Only the lines below starting at the one containing "M444,3H457V13L446,12L444,9H447Z" and ending at the one containing "M135,211H150L147,226L132,224Z" belong in the answer, each copied exactly.
START Input data
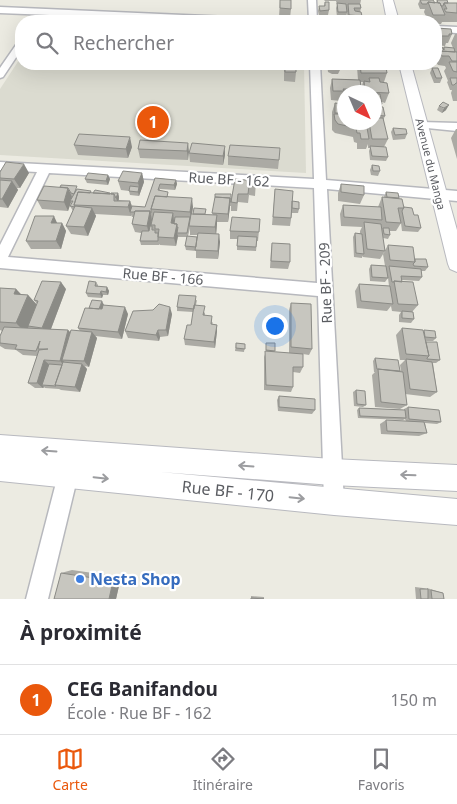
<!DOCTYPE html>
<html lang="fr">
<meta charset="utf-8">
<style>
body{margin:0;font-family:"Noto Sans",sans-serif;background:#f2f2f3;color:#2b2b33}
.compass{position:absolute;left:337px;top:85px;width:45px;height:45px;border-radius:50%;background:#fff;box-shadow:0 5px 20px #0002;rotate:136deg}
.you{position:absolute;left:274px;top:325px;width:18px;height:18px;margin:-12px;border:4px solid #fff;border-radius:50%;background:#1a73e8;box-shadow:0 0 0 8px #1a73e833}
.badge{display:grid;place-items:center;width:32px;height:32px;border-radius:50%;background:#ea580c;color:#fff;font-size:16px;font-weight:700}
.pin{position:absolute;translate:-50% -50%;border:2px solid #fff;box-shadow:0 1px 5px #0006}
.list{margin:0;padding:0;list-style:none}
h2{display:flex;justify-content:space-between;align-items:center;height:65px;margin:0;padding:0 20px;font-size:21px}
h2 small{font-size:16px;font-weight:400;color:#7c7c81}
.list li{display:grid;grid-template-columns:32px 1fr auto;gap:15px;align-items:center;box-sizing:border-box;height:70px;padding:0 20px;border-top:1px solid #e1e1e2}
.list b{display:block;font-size:19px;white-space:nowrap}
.list p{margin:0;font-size:16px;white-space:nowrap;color:#7c7c81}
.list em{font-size:16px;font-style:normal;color:#7c7c81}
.icon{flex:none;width:28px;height:28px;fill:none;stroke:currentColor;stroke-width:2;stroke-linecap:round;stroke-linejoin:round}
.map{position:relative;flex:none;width:457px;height:599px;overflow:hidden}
.search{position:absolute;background:#fff;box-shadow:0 5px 20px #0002;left:15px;right:15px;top:15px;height:55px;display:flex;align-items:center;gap:12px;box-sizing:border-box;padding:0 18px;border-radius:20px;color:#7c7c81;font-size:19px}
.sheet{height:135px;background:#fff}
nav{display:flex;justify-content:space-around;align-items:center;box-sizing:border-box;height:70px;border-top:1px solid #e1e1e2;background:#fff;font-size:14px;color:#7c7c81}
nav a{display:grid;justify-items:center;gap:2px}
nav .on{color:#ea580c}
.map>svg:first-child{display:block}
.education{fill:#dbdbd0}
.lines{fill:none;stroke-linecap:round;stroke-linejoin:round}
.street-casing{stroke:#b7b8bd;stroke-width:3}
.secondary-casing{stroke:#b8b9bf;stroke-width:2}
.street{fill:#fff;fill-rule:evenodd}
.secondary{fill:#fff;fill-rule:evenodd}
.wall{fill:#abaaa4;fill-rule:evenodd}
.shaded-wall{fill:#8b8b86}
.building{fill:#c7c6bf;stroke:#8b8b86}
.oneway{stroke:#9c9da0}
.shop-dot{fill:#3f7fe0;stroke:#fff;stroke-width:2}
.labels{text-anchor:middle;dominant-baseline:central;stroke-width:4.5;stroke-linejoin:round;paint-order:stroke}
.far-street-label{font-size:11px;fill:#5a5c61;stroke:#fff}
.street-label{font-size:14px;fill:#5a5c61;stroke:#fff}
.near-street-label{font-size:16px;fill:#5a5c61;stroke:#fff}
.near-shop-label{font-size:16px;font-weight:bold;fill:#366cbe;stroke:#fff;text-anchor:start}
</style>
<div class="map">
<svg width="457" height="599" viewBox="0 0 457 599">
<rect width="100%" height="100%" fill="#ecebe2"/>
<!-- education -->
<path class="education" d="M21,57V64H304L306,173L0,155V89Z"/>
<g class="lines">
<defs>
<path id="street" d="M308,0H316L317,21H309Z
M0,7L252,18L256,21H199L0,13Z
M436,26L457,27V33L436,32Z
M21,41V50L3,77L0,78V68L18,42Z
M310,64H320L326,180L457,191V201L327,189L344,502L341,509L334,512L327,509L324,502L318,296L0,268V245L37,172L0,170V162L314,179ZM49,173L314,188L317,283L8,257Z
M421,122L457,123V131L417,127L415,125Z
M68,465L75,468L78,475L48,599H26L58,475L61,468Z"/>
<path id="secondary" d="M383,0H393L399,21H387Z
M399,64H411L457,230V272L450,269L448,264Z
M0,435L332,459L457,465V491L332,485L160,472L457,499V525L334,515L0,481Z"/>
</defs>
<!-- street casing -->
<use href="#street" class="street-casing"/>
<!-- secondary casing -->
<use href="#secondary" class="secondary-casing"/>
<!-- street -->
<use href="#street" class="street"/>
<!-- secondary -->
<use href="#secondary" class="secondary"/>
</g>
<!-- wall -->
<path class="wall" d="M280,0L291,9L290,18L279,17Z
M324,0H361L360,5L361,8L360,12L362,16L361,21L348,20L347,13L346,17H337L336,8L337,5L336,1H325Z
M420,0L436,3L437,0L448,3H457V22H442L441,24H436V21H428L424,12L425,9H420L418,4Z
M325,2L329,10L328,15H319L318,11L319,6H324Z
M436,28L452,34L448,43H446L445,46L436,45Z
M455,34H457V101H453L451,93L452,90H450L447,82L448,81L444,71L446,68L445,66L438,65L436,62V57L437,54H436V47L443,48L444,47L453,48L451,43Z
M284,64H296V72L295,82L284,81Z
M327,64H380L381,67L387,73L384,82H380L389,93L385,103L382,102L381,107L385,116L383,120L388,139L384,147L388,157L386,161L370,160L369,151L370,148H368V144L366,149H357V143L354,142L353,137L335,133L332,130V112L335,103L344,104V122H374V92H344V98H342L341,101L331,100L330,88L332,79L358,80L357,67H356L355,70H340L338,74H332L328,72ZM361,82H363L361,89Z
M432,68L442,78L440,83H434L430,73Z
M439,106L446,110L442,113L437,110Z
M393,128L407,134L405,139L393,140L391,132Z
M456,129H457V159L451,138Z
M188,143V160L140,158L138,149Z
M74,145L132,147L128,158L78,155Z
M189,153L225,155L223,165L190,162Z
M228,156L279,160L278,169L228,165Z
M372,165L380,171L378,176L371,175L370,170Z
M0,172L29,173L20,188H17L18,190L8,208L0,207Z
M142,173L144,182L139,196L130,195L129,191L121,190L118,181Z
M108,175L110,179L108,185L87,183L85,179Z
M155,178L176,180L177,184L175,190L160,189V190L169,197L193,207L192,214L213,215L212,213L231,194V206H230L228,222H217L216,234L220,242L218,259L196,258V251L186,250L185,246L187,237H178V236L176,246L160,245L159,244V245H141L140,241L141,233L135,232L132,224L133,217H132L131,215V216L95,214L96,216L88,236L71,234L66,226L73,211L70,206L72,204L71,202L68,211L42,209L37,200L79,189L92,193L111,194L118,193L119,197V200L130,201L132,206L145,207ZM190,228V235H198L197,237L188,236Z
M235,179L256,181L255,196L249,195L248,203L238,202L237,211H231V202Z
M341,184L364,195L360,204L338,201V193Z
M275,189L292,201L299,209L298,213H292L290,226L272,225Z
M386,192L399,198L404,207L414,215L421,228L418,232L402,231L400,215L401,223L396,231H390V235L388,239L383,238L385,251L380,259L363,257L362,256V258L354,257L353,237L355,233H360V231L362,227L341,226L340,214L343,205L378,207L382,197H384Z
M260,219L258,241H257L256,251L237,250V239H230V231Z
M62,223L66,231L61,249H31L26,241Z
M272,243L290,262L288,269L270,268L271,251Z
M388,245L415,259L428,267L425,271H421L422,277L419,281L402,280V282L418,305L412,312L414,319L411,323L399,322V315L401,312L392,311L391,306L387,311L357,308L355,291L359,284L389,286L388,278L385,282L370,281L369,269L371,265L385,266L383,254Z
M96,282L98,285V287H107L109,291L108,295H103L102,298L88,297L86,293Z
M0,288L16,289L21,294L28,295L37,305V304L34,300L66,289L51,329L68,330L71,333L80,331L78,328L89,308L104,305L128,314L122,339L95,336L97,338L89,367L85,366L87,369L80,392L61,390L59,389L45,388L44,387L43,388H35L28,383L37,356L23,355L16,350L5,349L0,346V336L2,331L0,330Z
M197,300L196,305L205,313V315L213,323L212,324L217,325V331L215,348L185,345L184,339L191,325L193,312L177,311V307Z
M291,303L312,349L309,355L303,354V367L300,373L293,372V387L291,392L264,390V357L266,351V343H275L274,352L289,353V310Z
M172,314L168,336L160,337L159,341L128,338L125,331Z
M402,328L436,338L433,341H426L440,360L436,363H433L437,392L430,397L405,394L407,405L400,409L375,407L372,375L375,372H374L373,361L375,358L401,371L400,365L405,360H400L396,335Z
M236,343L245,344L244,352L235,351Z
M356,390L366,405L363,407L354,406L353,392Z
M279,396L315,410L312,414L278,411L277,400Z
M408,407L441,422L437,424L425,423L427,433L419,436L381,434L380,424L386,420L406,421L405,419L403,420L358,418L357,410L359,408L404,410V409Z
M72,570L121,577L116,599H54L61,573Z
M415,587L423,588L427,589V588L443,593L444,599H416Z
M251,596L264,597V599H251Z"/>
<!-- shaded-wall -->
<path class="shaded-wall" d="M449,105L446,110L442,113L444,108Z
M130,137L132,147L128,158L126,149Z
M188,143L189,152L188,160L187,151Z
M225,146V155L223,165V156Z
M24,164L29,173L20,188L14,179Z
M142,173L144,182L139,196L138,192L139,187L138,183Z
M108,175L110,179L108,185L106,181Z
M176,180L177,184L175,190L174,185Z
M12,181L18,190L8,208L2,199Z
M68,188L72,197L70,201L71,202L68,211L64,202Z
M118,193L119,197L118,203L116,198Z
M192,198L193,207L191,220L190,212Z
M230,198V207L228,222V214Z
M130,201L133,210L130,212L131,216L128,207Z
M92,208L96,216L88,236L84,227Z
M150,211L152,220L149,234L147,226Z
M173,213L174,221L173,232L171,223Z
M217,215V224L216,236L215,227Z
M54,216L58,225L51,223Z
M62,223L66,231L61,249L56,241Z
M177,224L178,232L177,233L178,236L176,246L174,238Z
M219,234L220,242L218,259V251Z
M61,282L66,289L49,334L42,328Z
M107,287L109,291L108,295L106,292Z
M16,289L25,299L14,294Z
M101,291L103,295L102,298L100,294Z
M28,295L37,305L26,333L16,323Z
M102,301L104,305L101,313L99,309Z
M125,307L128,314L122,339L118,332Z
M170,307L172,314L168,336L166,330Z
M217,325V331L215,348L214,342Z
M68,330L74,336L62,360L67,364L66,367L60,361Z
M158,330L160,337L159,341L156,335Z
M92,332L97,338L89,367L84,361Z
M44,360L51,366L42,385L44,387L43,388L37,383Z
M82,364L87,369L80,392L75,387Z
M121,577L116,599H109L113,581Z"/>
<!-- building -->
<path class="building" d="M280,0H291V9L280,8Z
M420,0H433L435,3L428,2L427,4H422Z
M437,0H447L448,3H444L443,6H441L440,3H438Z
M325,2H329V10L320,11L319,6H325Z
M428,2L440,3L445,15H433Z
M337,3L346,4L347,12H338Z
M444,3H457V13L446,12L444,9H447Z
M348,4H360L361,8H354L355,11L361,12L362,16L349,15Z
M436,28L451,29L452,34H449V36H436Z
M436,47H442L444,50V47L454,48L455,52L440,51V50H436Z
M439,51L457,52V61H452L449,56H442Z
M449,62H457V72L453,71Z
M285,64H296V72H285Z
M360,64H380L381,67H386L387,73H361Z
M432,68H438L442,78H436Z
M369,78H379L380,82L387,83L389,93L365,92L364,81L370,82Z
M450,78H457V83H456L454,85H452Z
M332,79L360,80L362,92L352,91L351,89H343L344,91H333Z
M374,94H380L382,104L374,103Z
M443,102L449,105L444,108L439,106Z
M335,103L344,104V113H335Z
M374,106L383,107L385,116L374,115Z
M334,114H341V119H344V122H366L369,139H361L360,133H357L356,128L338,124L335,120Z
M374,118H383L388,139H372L369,122H374Z
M393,128L406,129L407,134L395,135Z
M79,134L130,137L126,149L74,145Z
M140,140L188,143L187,151L138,149Z
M192,143L225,146L223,156L189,153Z
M230,145L280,148L279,160L228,156Z
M370,146L386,147L388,157L372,156Z
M6,162L24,164L14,179L0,178V172Z
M372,165L379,166L380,171H373Z
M123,171L142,173L138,183L118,181Z
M88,173L108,175L106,181L85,179Z
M155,178L176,180L174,185L160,184L158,190L168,192L167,197L155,196L151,209V213H150V211H135L134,212H130L132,206L145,207Z
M235,179L256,181V187L249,186L248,194H238L237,203L231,202Z
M0,180L12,181L2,199H0Z
M341,184L364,186V195L341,192Z
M61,185L77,186L74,194L71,193L68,188L60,187Z
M44,186L68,188L64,202L37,200Z
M130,186L139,187L138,192L129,191Z
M77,189L91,191L90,193L78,192L74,205L75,207L70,206L73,201H70Z
M275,189L293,191L291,218L273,217Z
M95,190L110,193V194L93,193Z
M78,192L114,194V201H130L128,207L74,205Z
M386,192L398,193L399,198L387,197Z
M111,193H118L116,198L114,194H111Z
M215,194H231V202H230V198L215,197Z
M155,196L192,198L190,212L151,209Z
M215,197L230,198L228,214L212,213Z
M382,197L402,199L404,208H398L401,223L386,222Z
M292,201L299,202V209L292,208Z
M343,205L381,207L382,220L344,217Z
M75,206L92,208L84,227L66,226Z
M404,207L412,208L414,215H418L421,228L405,226L402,211Z
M194,208L206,209L205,214H193Z
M135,211H150L147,226L132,224Z
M154,212L173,213L171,223L177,224L174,238L158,237L159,229H155V225H151Z
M191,214L217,215L215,227L189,226Z
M35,216H54L51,223H62L56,241H26Z
M175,217H190L187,233H177L178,227H177V224H174Z
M232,217L260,219L259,232L230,231Z
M364,222L381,224L385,251L367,249Z
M150,226H152V230H155V233H158V241H140L142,231H149Z
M383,228H389L390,235L384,234Z
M198,233L219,234L218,251L195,250Z
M355,233L362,234L364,254L356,253Z
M187,236L197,237L196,247L185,246Z
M238,236L257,237L256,247L237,246Z
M272,243L290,244V262L271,261Z
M388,245L413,247L415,262L390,260Z
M415,259H426L428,267L414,266L413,264L415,262Z
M371,265L386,266L388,278L372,277Z
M389,266L421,269L422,277L401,276L402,282L394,281V282H392Z
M42,281L61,282L42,328L28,326L38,301L34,300Z
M89,281L96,282L95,286L107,287L106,292L101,291L100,294L86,293Z
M394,281L413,282L418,305L398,304Z
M359,284L390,286L393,304L361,301Z
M0,288L16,289L14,294L28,295L16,323L0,322Z
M179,295L196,296L194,309L177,307Z
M92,300L102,301L99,309L89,308Z
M291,303L311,304L312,349L291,347Z
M159,304L170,307L166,330H158L156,335L125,331L133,311L153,310Z
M103,305L125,307L118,332L78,328L85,308L102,309Z
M194,305L205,306L203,315L212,316L211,324L217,325L214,342L184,339L187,325H191Z
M402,311L413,312L414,319L402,318Z
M4,327L68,330L60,361L44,360L37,383H28L39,350L48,349H38L40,341L36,351L15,349L17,345L0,343V336Z
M402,328L423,330L429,356L406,354Z
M71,330L92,332L84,361L62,360Z
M424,330L435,331L436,338L425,337Z
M426,342H437L440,360L427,359V358L429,356Z
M236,343L245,344V349L236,348Z
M266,343H275V351L266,350Z
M265,351L303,354V367H293V387L266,385Z
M375,358L398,360L400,371L377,369Z
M406,359L432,362L437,392L410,389Z
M63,362L82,364L75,387L55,385Z
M49,364L62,365L55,385L56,386L42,385Z
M378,369L403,372L407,405L381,402Z
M356,390L365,391L366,405L357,404Z
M279,396L315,399V410L279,407Z
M408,407L439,410L441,422L409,419Z
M359,408L405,410L406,418L360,416Z
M386,420L424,422L427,433L387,431Z
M61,573L113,581L109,599H54Z
M420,589H428V599H421Z
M431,590L443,593L444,599H432Z
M251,598L264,599H251Z"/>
<!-- one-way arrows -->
<defs><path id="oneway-shaft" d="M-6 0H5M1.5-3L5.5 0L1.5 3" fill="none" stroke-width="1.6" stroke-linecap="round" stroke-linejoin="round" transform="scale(1.25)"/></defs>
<g class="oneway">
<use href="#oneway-shaft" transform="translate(49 451) rotate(-176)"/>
<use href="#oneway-shaft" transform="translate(246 466) rotate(-176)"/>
<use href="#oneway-shaft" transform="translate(408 475) rotate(-178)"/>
<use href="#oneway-shaft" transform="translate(101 478) rotate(6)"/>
<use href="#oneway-shaft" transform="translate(297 498) rotate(6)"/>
</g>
<!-- markers -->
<circle class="shop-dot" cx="80" cy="579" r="5"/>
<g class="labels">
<!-- far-street labels -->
<g class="far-street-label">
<text transform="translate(431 164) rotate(76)">Avenue du Manga</text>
</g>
<!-- street labels -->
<g class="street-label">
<text transform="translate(229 179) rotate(3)">Rue BF - 162</text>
<text transform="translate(163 276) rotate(5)">Rue BF - 166</text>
<text transform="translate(325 283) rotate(-92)">Rue BF - 209</text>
</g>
<!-- near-street labels -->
<g class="near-street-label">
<text transform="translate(228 491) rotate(6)">Rue BF - 170</text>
</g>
<!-- near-shop labels -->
<g class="near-shop-label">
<text x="90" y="579">Nesta Shop</text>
</g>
</g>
</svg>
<svg class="compass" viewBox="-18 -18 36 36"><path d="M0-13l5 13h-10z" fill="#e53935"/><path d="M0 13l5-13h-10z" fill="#7c7c81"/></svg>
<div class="you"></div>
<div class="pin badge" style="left:153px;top:122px">1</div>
<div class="search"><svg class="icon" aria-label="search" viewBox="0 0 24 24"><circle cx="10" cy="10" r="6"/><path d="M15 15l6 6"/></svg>Rechercher</div>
</div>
<section class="sheet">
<h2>À proximité<small></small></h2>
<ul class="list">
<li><span class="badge">1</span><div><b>CEG Banifandou</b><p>École · Rue BF - 162</p></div><em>150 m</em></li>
</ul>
</section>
<nav>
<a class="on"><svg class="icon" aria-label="map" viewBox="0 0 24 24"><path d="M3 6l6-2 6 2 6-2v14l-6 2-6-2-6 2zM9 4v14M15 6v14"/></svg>Carte</a>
<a><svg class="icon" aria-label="directions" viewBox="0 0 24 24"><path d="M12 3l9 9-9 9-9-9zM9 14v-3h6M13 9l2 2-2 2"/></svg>Itinéraire</a>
<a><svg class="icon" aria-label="saved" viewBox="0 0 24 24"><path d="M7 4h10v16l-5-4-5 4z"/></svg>Favoris</a>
</nav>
END Input data
• [Answer section]:
M444,3H457V13L446,12L444,9H447Z
M348,4H360L361,8H354L355,11L361,12L362,16L349,15Z
M436,28L451,29L452,34H449V36H436Z
M436,47H442L444,50V47L454,48L455,52L440,51V50H436Z
M439,51L457,52V61H452L449,56H442Z
M449,62H457V72L453,71Z
M285,64H296V72H285Z
M360,64H380L381,67H386L387,73H361Z
M432,68H438L442,78H436Z
M369,78H379L380,82L387,83L389,93L365,92L364,81L370,82Z
M450,78H457V83H456L454,85H452Z
M332,79L360,80L362,92L352,91L351,89H343L344,91H333Z
M374,94H380L382,104L374,103Z
M443,102L449,105L444,108L439,106Z
M335,103L344,104V113H335Z
M374,106L383,107L385,116L374,115Z
M334,114H341V119H344V122H366L369,139H361L360,133H357L356,128L338,124L335,120Z
M374,118H383L388,139H372L369,122H374Z
M393,128L406,129L407,134L395,135Z
M79,134L130,137L126,149L74,145Z
M140,140L188,143L187,151L138,149Z
M192,143L225,146L223,156L189,153Z
M230,145L280,148L279,160L228,156Z
M370,146L386,147L388,157L372,156Z
M6,162L24,164L14,179L0,178V172Z
M372,165L379,166L380,171H373Z
M123,171L142,173L138,183L118,181Z
M88,173L108,175L106,181L85,179Z
M155,178L176,180L174,185L160,184L158,190L168,192L167,197L155,196L151,209V213H150V211H135L134,212H130L132,206L145,207Z
M235,179L256,181V187L249,186L248,194H238L237,203L231,202Z
M0,180L12,181L2,199H0Z
M341,184L364,186V195L341,192Z
M61,185L77,186L74,194L71,193L68,188L60,187Z
M44,186L68,188L64,202L37,200Z
M130,186L139,187L138,192L129,191Z
M77,189L91,191L90,193L78,192L74,205L75,207L70,206L73,201H70Z
M275,189L293,191L291,218L273,217Z
M95,190L110,193V194L93,193Z
M78,192L114,194V201H130L128,207L74,205Z
M386,192L398,193L399,198L387,197Z
M111,193H118L116,198L114,194H111Z
M215,194H231V202H230V198L215,197Z
M155,196L192,198L190,212L151,209Z
M215,197L230,198L228,214L212,213Z
M382,197L402,199L404,208H398L401,223L386,222Z
M292,201L299,202V209L292,208Z
M343,205L381,207L382,220L344,217Z
M75,206L92,208L84,227L66,226Z
M404,207L412,208L414,215H418L421,228L405,226L402,211Z
M194,208L206,209L205,214H193Z
M135,211H150L147,226L132,224Z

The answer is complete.